*PROBLEM*:
Would you repeat the whole listing exactly, pictures excluded?

*INPUT RECORDS*:
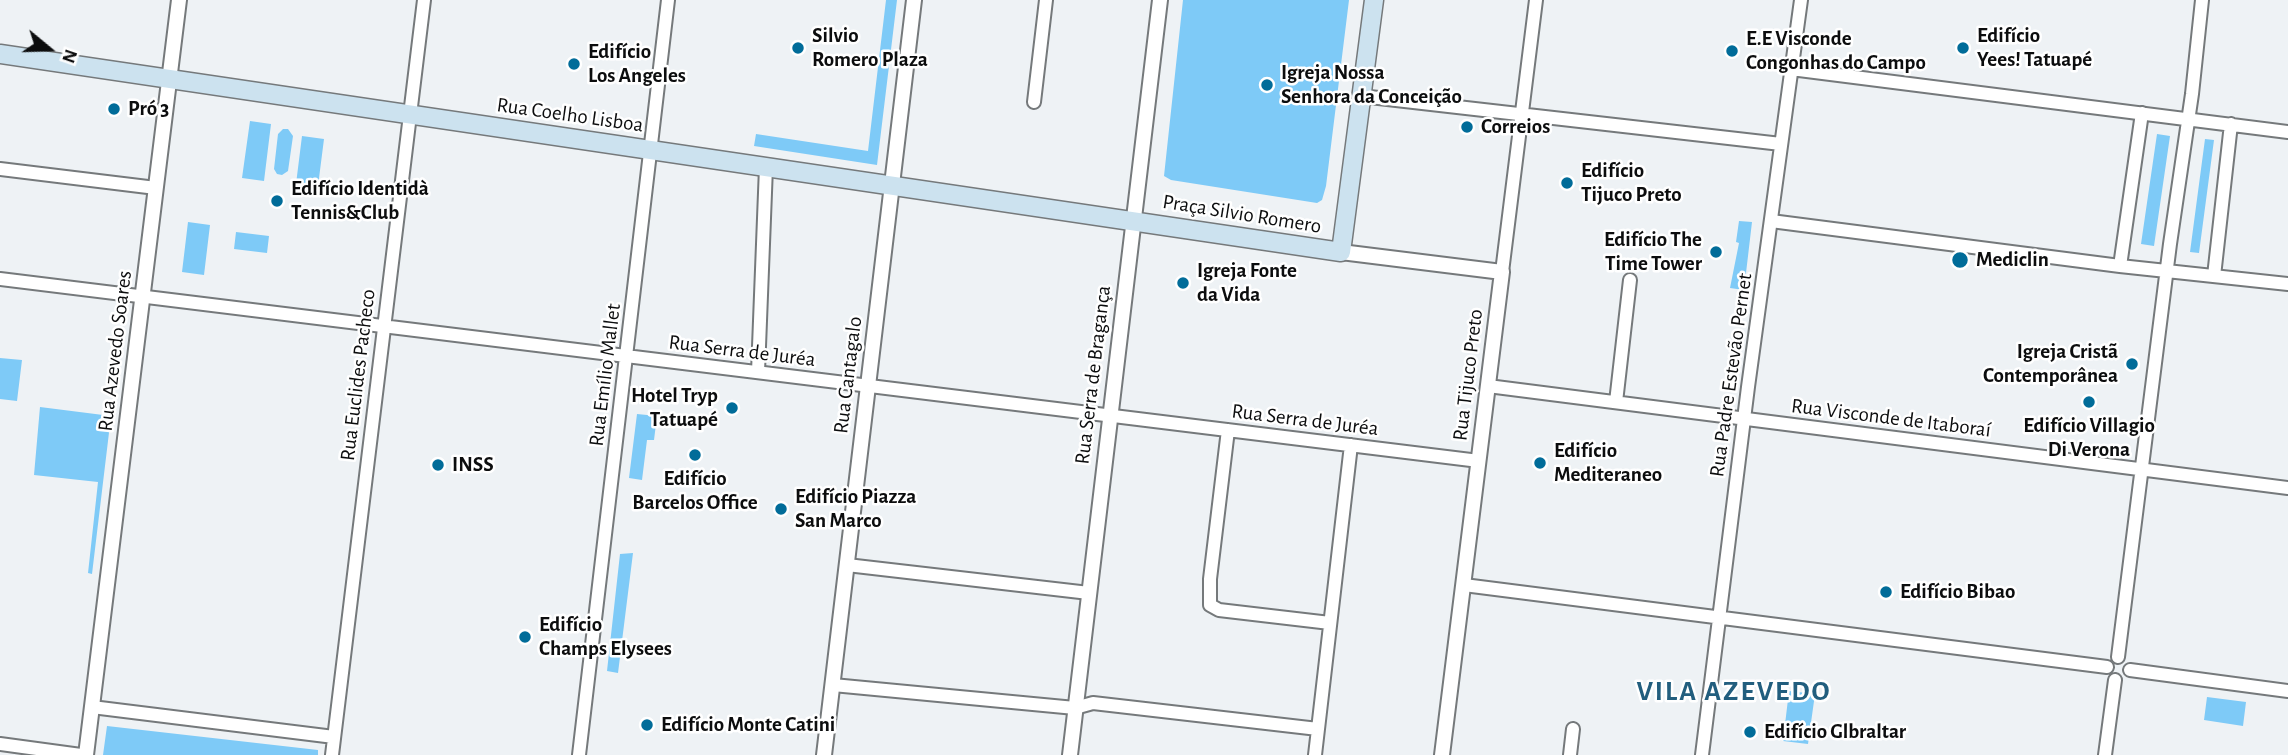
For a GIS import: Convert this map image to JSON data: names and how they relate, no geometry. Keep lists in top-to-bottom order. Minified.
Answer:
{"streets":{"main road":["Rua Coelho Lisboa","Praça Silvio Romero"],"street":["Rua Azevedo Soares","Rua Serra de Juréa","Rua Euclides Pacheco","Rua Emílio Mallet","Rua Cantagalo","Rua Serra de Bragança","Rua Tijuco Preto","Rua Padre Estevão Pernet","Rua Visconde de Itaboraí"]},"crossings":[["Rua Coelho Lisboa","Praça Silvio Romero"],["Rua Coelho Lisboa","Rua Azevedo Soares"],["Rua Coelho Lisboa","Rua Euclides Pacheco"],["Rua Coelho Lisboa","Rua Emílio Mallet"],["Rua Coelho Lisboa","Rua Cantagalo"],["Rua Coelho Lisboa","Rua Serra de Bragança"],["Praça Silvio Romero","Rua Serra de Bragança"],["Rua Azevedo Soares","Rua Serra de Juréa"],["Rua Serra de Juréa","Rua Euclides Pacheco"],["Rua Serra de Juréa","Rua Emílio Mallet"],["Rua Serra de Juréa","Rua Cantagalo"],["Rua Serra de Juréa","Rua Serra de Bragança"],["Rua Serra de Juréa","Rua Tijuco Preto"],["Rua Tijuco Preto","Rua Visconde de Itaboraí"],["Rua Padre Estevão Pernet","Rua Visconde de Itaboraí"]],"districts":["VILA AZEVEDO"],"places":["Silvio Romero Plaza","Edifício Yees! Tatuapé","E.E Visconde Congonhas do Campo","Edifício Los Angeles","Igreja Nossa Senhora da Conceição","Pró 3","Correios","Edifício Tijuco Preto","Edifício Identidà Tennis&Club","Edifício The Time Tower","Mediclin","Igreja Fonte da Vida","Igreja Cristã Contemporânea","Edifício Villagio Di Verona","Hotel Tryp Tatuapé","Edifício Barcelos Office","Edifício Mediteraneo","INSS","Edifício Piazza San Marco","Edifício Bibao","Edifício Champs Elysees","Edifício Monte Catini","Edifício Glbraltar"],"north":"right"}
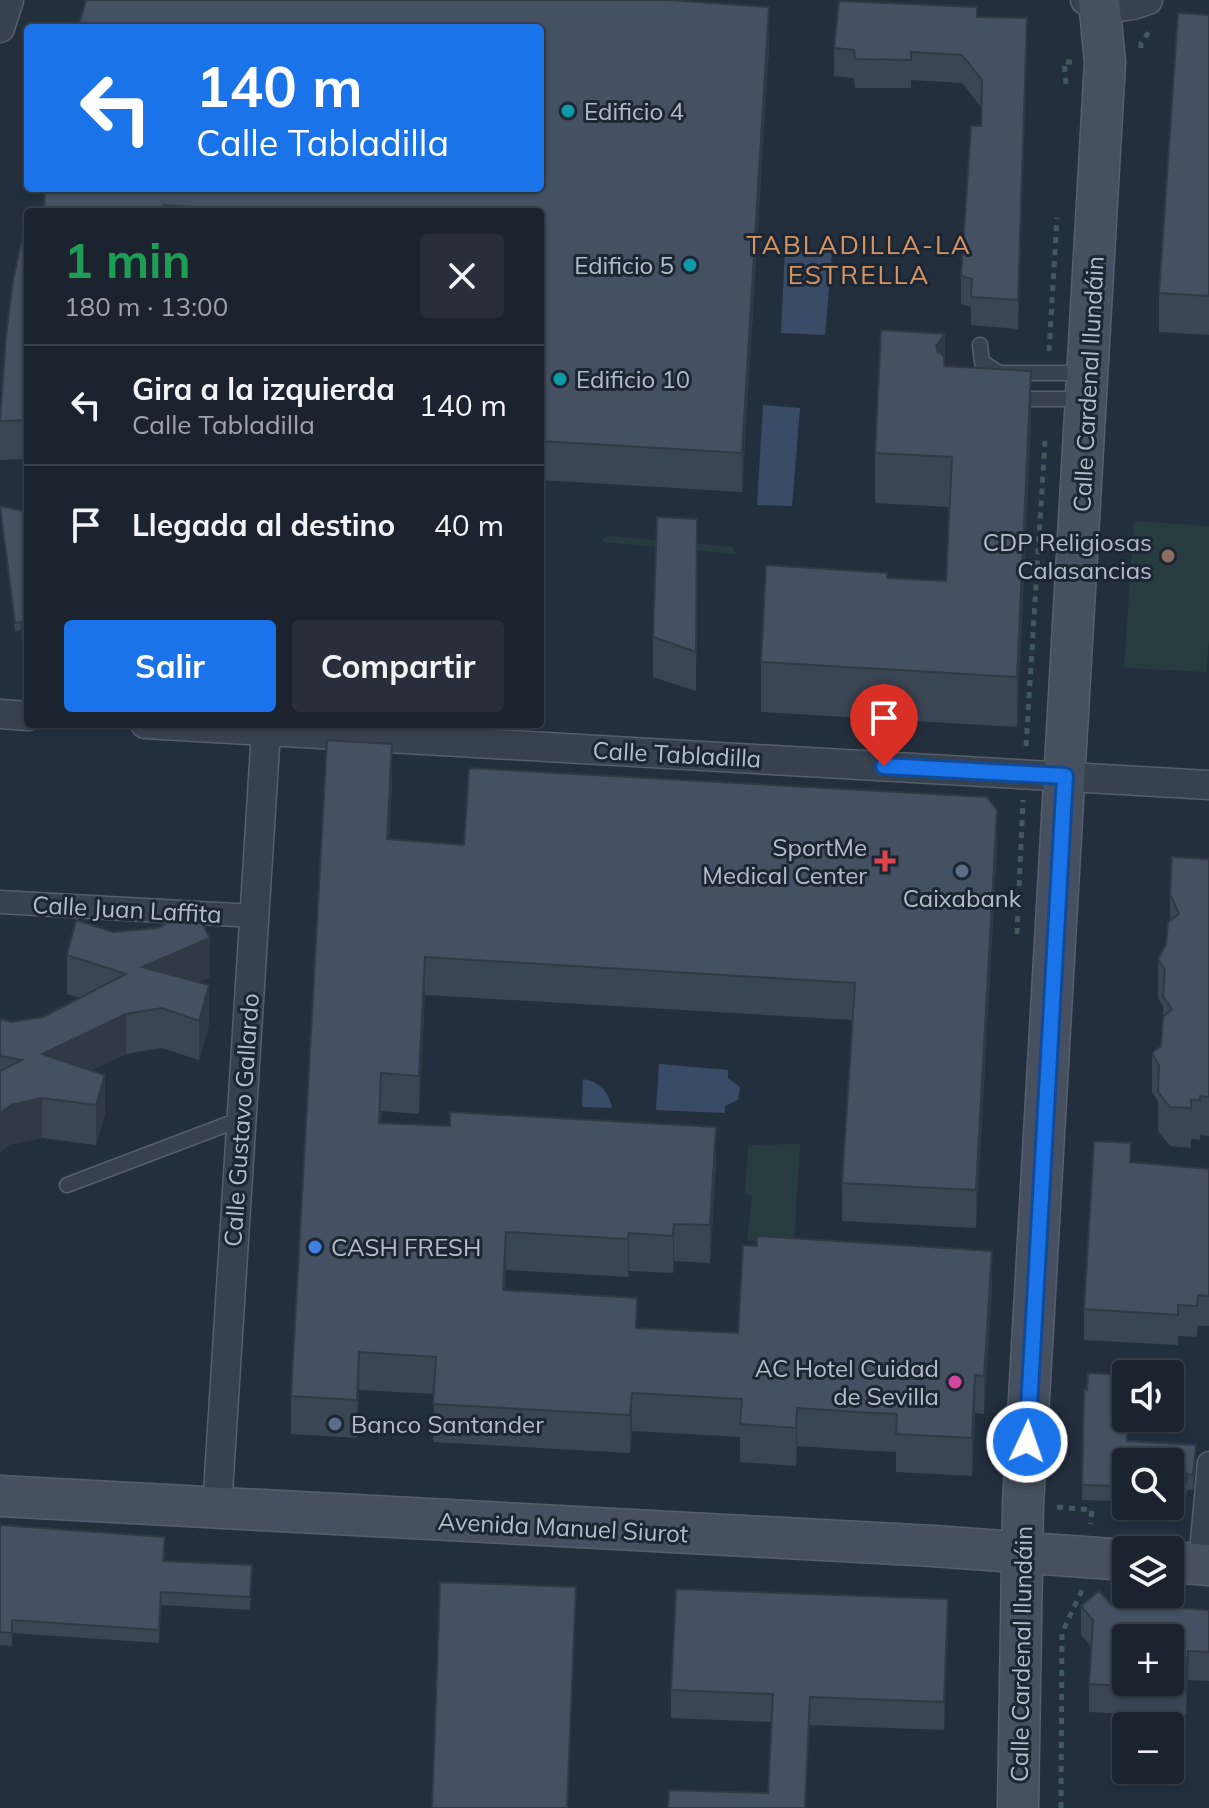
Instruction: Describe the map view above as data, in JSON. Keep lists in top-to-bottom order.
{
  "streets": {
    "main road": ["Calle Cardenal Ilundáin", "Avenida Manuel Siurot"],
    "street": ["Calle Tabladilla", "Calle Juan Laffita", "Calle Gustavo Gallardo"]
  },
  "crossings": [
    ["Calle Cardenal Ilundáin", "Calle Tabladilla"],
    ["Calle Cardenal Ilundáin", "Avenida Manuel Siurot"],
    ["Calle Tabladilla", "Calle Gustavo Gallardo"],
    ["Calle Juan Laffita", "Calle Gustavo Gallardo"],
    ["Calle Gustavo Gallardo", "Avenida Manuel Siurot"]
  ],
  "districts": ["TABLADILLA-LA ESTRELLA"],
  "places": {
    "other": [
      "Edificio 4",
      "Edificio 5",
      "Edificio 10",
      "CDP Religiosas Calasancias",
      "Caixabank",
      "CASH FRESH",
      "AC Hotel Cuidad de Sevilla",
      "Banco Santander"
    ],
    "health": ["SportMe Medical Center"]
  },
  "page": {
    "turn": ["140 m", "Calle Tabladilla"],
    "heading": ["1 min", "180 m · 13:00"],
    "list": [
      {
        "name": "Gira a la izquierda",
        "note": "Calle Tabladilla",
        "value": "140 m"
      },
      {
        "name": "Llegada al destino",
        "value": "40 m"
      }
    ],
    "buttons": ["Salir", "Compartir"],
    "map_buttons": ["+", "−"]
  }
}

*ANSWER TO THE PROBLEM*:
For a GIS import: Convert this map image to JSON data: names and how they relate, no geometry. Keep lists in top-to-bottom order. Minified.
Answer:
{"streets":{"main road":["Rua Coelho Lisboa","Praça Silvio Romero"],"street":["Rua Azevedo Soares","Rua Serra de Juréa","Rua Euclides Pacheco","Rua Emílio Mallet","Rua Cantagalo","Rua Serra de Bragança","Rua Tijuco Preto","Rua Padre Estevão Pernet","Rua Visconde de Itaboraí"]},"crossings":[["Rua Coelho Lisboa","Praça Silvio Romero"],["Rua Coelho Lisboa","Rua Azevedo Soares"],["Rua Coelho Lisboa","Rua Euclides Pacheco"],["Rua Coelho Lisboa","Rua Emílio Mallet"],["Rua Coelho Lisboa","Rua Cantagalo"],["Rua Coelho Lisboa","Rua Serra de Bragança"],["Praça Silvio Romero","Rua Serra de Bragança"],["Rua Azevedo Soares","Rua Serra de Juréa"],["Rua Serra de Juréa","Rua Euclides Pacheco"],["Rua Serra de Juréa","Rua Emílio Mallet"],["Rua Serra de Juréa","Rua Cantagalo"],["Rua Serra de Juréa","Rua Serra de Bragança"],["Rua Serra de Juréa","Rua Tijuco Preto"],["Rua Tijuco Preto","Rua Visconde de Itaboraí"],["Rua Padre Estevão Pernet","Rua Visconde de Itaboraí"]],"districts":["VILA AZEVEDO"],"places":["Silvio Romero Plaza","Edifício Yees! Tatuapé","E.E Visconde Congonhas do Campo","Edifício Los Angeles","Igreja Nossa Senhora da Conceição","Pró 3","Correios","Edifício Tijuco Preto","Edifício Identidà Tennis&Club","Edifício The Time Tower","Mediclin","Igreja Fonte da Vida","Igreja Cristã Contemporânea","Edifício Villagio Di Verona","Hotel Tryp Tatuapé","Edifício Barcelos Office","Edifício Mediteraneo","INSS","Edifício Piazza San Marco","Edifício Bibao","Edifício Champs Elysees","Edifício Monte Catini","Edifício Glbraltar"],"north":"right"}
Instruction: Describe the map view above as data, in JSON. Keep lists in top-to-bottom order.
{
  "streets": {
    "main road": ["Calle Cardenal Ilundáin", "Avenida Manuel Siurot"],
    "street": ["Calle Tabladilla", "Calle Juan Laffita", "Calle Gustavo Gallardo"]
  },
  "crossings": [
    ["Calle Cardenal Ilundáin", "Calle Tabladilla"],
    ["Calle Cardenal Ilundáin", "Avenida Manuel Siurot"],
    ["Calle Tabladilla", "Calle Gustavo Gallardo"],
    ["Calle Juan Laffita", "Calle Gustavo Gallardo"],
    ["Calle Gustavo Gallardo", "Avenida Manuel Siurot"]
  ],
  "districts": ["TABLADILLA-LA ESTRELLA"],
  "places": {
    "other": [
      "Edificio 4",
      "Edificio 5",
      "Edificio 10",
      "CDP Religiosas Calasancias",
      "Caixabank",
      "CASH FRESH",
      "AC Hotel Cuidad de Sevilla",
      "Banco Santander"
    ],
    "health": ["SportMe Medical Center"]
  },
  "page": {
    "turn": ["140 m", "Calle Tabladilla"],
    "heading": ["1 min", "180 m · 13:00"],
    "list": [
      {
        "name": "Gira a la izquierda",
        "note": "Calle Tabladilla",
        "value": "140 m"
      },
      {
        "name": "Llegada al destino",
        "value": "40 m"
      }
    ],
    "buttons": ["Salir", "Compartir"],
    "map_buttons": ["+", "−"]
  }
}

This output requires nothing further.